Greek extremists accused of anti-immigrant attacks

Greek extremists accused of anti-immigrant attacks
# 21 June 2012 19:49 (UTC +04:00)
Baku-APA. An immigrant rights group on Thursday accused a Greek far-right party of being behind hundreds of violent attacks on immigrants as part of a stepped-up "terror campaign" aimed at driving them out of the country, APA reports quoting news.yahoo.com website.

Leading activist Petros Constantinou told a news conference that the number of such attacks had ballooned since Sunday’s crucial national election, which saw the extreme Golden Dawn party nab 18 seats in parliament.

"There’s a huge pogrom underway now that has been organized by Golden Dawn gangs, with fascist and racist attacks in neighborhoods and in subway and bus stations," said Constantinou, coordinator of the United Against Racism and Fascist Violence Movement. "Right now we have dozens of injured, stabbing victims."

Constantinou said Golden Dawn’s strong showing in the poll has emboldened it to step up such violence, and he accused police of covering up for the party.

"What these neo-Nazis are striving to do right now is to convert their entry into parliament into legitimate cooperation with the Greek police" and judicial authorities, Constantinou said.

Golden Dawn vociferously rejects the neo-Nazi label and denies involvement in anti-immigrant attacks. The party insists it is a nationalist patriotic group and campaigned on a platform of ridding the country of illegal immigrants and cleaning up crime-ridden neighborhoods.

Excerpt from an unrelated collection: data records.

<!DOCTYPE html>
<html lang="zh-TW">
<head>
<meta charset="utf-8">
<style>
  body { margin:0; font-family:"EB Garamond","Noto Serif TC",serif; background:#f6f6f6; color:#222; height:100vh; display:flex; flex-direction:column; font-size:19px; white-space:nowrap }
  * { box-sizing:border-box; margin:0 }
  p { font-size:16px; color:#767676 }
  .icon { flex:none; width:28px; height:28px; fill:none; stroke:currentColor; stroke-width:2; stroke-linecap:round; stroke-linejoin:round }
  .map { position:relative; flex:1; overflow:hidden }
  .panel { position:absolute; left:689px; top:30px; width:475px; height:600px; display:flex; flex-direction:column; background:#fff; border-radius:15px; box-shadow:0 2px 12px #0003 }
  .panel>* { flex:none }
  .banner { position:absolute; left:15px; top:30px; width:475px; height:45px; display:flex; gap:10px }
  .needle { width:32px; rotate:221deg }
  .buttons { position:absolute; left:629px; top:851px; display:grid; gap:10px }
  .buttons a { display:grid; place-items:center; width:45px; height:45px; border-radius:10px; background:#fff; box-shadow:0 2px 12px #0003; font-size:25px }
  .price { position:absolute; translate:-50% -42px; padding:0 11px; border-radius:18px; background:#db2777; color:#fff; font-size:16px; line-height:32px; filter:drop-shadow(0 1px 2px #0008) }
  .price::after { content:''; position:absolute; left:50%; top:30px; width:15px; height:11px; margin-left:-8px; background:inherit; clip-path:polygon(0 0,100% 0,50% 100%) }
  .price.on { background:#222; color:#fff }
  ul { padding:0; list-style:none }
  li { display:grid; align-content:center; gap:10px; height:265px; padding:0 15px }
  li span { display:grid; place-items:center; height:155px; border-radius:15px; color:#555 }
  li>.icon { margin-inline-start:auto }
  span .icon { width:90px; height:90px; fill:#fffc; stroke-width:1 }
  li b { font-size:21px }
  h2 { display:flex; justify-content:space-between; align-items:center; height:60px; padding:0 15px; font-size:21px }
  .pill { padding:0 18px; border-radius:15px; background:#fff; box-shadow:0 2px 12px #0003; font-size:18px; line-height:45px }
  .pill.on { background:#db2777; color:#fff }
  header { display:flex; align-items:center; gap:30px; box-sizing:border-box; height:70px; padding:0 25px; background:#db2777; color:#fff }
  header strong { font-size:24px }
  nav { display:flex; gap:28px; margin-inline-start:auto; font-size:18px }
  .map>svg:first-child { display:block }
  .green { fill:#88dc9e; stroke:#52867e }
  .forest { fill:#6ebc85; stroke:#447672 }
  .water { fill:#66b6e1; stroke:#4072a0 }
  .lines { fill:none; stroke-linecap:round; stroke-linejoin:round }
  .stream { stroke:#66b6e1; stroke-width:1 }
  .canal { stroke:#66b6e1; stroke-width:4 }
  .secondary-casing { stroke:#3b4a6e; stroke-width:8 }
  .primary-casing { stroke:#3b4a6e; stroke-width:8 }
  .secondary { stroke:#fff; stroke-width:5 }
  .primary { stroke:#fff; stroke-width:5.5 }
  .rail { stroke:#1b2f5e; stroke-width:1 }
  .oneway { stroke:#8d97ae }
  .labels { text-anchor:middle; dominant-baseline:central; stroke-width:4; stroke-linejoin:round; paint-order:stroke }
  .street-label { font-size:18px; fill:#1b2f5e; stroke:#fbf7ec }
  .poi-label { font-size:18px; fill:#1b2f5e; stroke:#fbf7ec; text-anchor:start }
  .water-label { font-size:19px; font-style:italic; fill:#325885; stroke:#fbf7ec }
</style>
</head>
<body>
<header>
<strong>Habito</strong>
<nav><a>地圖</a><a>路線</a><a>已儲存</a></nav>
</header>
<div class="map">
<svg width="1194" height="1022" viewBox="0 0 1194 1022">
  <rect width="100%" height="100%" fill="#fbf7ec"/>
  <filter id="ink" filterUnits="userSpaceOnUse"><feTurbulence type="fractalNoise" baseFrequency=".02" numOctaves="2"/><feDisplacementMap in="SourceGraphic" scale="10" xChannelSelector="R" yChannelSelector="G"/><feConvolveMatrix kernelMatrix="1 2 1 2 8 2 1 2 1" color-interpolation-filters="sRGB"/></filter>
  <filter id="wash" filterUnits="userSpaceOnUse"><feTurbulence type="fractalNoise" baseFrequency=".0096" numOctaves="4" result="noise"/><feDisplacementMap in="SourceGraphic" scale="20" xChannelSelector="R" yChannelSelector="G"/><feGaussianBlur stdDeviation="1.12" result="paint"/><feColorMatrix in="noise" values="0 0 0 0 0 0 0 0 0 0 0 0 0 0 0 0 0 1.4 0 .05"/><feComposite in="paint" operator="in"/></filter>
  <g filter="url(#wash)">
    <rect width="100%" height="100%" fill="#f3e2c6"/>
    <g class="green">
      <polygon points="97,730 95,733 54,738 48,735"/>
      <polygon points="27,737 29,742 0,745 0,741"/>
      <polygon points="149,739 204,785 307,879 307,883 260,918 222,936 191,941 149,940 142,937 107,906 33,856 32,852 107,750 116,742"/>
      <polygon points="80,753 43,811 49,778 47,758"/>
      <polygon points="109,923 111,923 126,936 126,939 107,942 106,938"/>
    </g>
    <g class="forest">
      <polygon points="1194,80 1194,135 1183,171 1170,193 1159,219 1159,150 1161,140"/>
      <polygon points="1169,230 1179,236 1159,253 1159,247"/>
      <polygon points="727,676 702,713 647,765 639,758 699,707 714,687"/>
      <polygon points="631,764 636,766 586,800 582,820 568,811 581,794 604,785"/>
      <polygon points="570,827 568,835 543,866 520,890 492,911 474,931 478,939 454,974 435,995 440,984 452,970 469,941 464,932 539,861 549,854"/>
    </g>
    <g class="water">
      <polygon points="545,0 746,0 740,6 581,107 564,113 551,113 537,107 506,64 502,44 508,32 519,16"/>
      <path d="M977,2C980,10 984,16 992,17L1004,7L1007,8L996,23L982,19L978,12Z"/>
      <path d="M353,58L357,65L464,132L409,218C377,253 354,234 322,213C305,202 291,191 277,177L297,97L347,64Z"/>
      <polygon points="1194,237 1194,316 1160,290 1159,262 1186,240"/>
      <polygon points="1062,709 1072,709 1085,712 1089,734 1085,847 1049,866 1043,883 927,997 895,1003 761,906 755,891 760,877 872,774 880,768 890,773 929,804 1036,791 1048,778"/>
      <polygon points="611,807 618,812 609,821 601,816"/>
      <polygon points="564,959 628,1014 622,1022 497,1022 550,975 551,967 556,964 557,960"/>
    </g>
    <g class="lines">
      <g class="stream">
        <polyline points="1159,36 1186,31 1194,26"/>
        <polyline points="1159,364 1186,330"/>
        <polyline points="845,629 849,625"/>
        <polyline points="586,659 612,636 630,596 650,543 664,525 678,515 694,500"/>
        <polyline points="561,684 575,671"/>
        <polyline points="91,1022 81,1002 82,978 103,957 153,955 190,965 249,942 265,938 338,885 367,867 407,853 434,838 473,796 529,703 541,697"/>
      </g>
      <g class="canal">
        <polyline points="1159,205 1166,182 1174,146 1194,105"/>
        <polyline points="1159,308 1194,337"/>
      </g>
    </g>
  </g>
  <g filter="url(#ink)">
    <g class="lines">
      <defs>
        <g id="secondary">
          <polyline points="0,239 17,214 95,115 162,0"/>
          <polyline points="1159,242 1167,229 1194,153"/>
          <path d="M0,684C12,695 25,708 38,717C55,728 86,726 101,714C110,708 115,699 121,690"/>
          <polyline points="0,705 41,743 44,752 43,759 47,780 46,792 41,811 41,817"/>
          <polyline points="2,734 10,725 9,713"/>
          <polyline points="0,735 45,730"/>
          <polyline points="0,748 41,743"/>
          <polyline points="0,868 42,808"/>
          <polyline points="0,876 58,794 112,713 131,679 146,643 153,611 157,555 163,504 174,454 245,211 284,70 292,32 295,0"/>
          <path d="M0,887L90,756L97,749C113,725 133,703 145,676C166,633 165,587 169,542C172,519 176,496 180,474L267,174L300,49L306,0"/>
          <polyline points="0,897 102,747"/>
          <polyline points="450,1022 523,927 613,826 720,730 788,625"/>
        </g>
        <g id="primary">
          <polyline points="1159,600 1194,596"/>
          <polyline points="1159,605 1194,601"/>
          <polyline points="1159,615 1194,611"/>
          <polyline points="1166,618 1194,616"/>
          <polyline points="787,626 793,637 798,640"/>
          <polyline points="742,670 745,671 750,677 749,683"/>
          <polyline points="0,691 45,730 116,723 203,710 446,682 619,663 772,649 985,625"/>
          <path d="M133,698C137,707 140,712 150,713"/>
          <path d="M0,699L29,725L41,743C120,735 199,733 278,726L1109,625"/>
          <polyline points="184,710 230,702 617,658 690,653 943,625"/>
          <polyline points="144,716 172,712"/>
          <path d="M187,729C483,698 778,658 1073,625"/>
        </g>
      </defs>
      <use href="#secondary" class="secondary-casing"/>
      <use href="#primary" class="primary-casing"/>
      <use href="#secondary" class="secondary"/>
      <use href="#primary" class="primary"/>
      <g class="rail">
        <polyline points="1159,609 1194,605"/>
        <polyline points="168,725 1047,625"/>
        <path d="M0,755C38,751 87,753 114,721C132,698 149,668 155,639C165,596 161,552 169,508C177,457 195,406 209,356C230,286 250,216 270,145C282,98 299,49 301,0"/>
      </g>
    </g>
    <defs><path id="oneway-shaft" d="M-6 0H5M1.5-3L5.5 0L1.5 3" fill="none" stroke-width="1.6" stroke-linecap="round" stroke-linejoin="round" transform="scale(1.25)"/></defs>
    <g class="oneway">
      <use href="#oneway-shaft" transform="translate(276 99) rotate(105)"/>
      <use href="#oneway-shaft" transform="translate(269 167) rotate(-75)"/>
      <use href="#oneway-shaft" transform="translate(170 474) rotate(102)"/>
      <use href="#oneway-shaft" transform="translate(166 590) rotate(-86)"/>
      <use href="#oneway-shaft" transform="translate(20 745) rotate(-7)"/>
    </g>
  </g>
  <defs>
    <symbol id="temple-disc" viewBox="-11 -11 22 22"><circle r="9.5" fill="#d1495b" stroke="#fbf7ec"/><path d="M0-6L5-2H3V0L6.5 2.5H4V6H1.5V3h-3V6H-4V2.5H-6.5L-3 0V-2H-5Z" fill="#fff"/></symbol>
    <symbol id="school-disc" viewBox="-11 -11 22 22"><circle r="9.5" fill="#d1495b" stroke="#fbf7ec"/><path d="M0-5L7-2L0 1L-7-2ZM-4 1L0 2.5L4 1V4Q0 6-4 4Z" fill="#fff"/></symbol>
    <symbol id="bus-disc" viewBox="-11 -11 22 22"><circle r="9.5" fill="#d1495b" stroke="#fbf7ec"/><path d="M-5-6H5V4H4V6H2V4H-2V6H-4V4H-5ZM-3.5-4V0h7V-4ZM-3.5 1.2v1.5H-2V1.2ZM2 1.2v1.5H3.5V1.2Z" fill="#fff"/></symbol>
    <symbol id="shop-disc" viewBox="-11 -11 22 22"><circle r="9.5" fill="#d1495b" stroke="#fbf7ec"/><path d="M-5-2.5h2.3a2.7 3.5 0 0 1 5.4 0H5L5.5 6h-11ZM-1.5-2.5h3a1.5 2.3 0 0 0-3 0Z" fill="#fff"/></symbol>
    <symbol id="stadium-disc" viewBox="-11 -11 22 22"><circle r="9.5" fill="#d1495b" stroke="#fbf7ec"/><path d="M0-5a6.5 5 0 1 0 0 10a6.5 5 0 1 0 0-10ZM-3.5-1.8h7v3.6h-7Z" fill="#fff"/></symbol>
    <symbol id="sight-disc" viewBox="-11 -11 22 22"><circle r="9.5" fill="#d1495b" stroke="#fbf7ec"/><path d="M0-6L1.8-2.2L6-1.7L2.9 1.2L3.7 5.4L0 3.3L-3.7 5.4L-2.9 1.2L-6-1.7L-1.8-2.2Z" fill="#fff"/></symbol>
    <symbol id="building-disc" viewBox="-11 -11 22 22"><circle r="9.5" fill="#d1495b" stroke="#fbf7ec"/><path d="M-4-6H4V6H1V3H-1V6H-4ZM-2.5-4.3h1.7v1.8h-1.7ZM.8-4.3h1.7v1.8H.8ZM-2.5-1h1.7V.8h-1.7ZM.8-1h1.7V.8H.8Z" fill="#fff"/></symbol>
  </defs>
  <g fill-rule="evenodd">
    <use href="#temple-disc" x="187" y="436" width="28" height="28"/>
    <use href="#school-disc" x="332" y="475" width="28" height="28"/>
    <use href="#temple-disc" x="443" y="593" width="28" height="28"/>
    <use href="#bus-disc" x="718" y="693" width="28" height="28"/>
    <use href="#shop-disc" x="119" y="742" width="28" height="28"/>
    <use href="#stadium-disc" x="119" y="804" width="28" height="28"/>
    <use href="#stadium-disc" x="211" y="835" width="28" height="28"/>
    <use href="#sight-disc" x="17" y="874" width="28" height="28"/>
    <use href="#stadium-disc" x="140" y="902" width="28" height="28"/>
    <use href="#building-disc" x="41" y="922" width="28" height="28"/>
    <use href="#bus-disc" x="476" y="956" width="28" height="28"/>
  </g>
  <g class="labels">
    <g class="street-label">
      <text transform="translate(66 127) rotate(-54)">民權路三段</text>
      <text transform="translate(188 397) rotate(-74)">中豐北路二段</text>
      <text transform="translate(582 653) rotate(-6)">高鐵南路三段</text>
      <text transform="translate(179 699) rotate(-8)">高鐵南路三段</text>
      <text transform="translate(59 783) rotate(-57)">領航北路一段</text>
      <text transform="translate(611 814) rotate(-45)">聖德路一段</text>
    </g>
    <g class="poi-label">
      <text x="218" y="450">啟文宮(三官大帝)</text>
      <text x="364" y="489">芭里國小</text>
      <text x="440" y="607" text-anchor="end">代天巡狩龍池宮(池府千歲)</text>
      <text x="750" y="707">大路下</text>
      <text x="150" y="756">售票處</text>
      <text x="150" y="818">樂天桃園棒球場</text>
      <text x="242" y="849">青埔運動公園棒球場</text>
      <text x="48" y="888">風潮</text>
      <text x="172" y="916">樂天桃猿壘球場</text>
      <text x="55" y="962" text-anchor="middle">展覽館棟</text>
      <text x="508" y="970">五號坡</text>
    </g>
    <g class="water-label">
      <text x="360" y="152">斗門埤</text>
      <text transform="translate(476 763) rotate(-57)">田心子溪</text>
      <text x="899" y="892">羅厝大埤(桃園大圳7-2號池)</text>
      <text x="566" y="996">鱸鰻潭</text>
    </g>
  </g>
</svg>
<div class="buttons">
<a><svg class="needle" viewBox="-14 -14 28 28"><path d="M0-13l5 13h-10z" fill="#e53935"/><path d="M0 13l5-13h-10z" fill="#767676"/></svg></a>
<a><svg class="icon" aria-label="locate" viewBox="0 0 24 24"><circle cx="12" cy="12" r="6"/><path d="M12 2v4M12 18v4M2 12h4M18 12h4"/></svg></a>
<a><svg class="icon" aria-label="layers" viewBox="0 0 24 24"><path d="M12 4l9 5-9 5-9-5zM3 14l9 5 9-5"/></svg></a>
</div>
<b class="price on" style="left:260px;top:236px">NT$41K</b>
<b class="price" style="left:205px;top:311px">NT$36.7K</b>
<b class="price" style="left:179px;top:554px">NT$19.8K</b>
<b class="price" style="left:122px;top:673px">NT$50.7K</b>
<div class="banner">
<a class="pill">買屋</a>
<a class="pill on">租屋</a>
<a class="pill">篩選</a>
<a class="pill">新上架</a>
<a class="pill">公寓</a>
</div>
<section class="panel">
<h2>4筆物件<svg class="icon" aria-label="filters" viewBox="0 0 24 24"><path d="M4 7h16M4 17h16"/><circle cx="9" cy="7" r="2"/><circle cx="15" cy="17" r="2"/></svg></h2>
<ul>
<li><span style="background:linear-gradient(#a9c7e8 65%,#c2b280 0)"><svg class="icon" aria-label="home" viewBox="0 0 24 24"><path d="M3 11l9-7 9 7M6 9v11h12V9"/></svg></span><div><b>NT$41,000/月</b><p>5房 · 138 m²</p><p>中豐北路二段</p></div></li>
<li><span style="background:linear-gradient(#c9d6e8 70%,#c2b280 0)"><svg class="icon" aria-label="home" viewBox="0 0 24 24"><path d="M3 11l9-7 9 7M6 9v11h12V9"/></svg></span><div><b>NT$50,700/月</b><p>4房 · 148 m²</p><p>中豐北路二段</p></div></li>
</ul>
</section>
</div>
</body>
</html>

Constantinou said campaign pledges by new Greek Prime Minister Antonis Samaras to kick out illegal immigrants further encouraged Golden Dawn to carry out such attacks, which he said also aimed to weaken the resolve of left-wing labor unions to which many of these immigrants belong.

He also said authorities are aware of video footage of a stabbing attack against an immigrant at a central Athens subway station on Monday — a day after the elections — and have so far done nothing about it.

The head of the Immigrant Workers’ Union, Javied Aslam, who also is a leader of Greece’s Pakistani community, said victims no longer trust Greek authorities to protect them because police are turning a blind eye to the violence.

"People conducting such acts of terror can’t say that they are a legitimate political party," Aslam said. He also urged mainstream political parties to strongly condemn such attacks, and said mosques and immigrant homes also were being targeted.

Police spokesman Athanasios Kokalakis dismissed the accusations as baseless, saying authorities investigate all filed complaints.

"Police have deployed sizeable forces in areas where immigrants could be targeted for attacks, but officers can’t be everywhere," Kokalakis told The Associated Press. "Police are here to protect everyone, regardless of their status."

Mahmoud Abouhamed, a spokesman for hundreds of Egyptian fishermen who legally work in Greece, said the fishermen have also been targeted by Golden Dawn.

As proof of the stepped-up attacks, Constantinou pointed to five Pakistani men attending the news conference who bore visible wounds, two of whom had deep head cuts requiring stitches.

One such man was 25-year-old Ali Kaser, who said his swollen, bruised face was the result of an attack by several men while he was heading to work a day before the elections.

Another man, Mohammed Zahir, 23, said police made him swear on the Quran — Islam’s holy book — to back up his claim that Golden Dawn members had attacked him.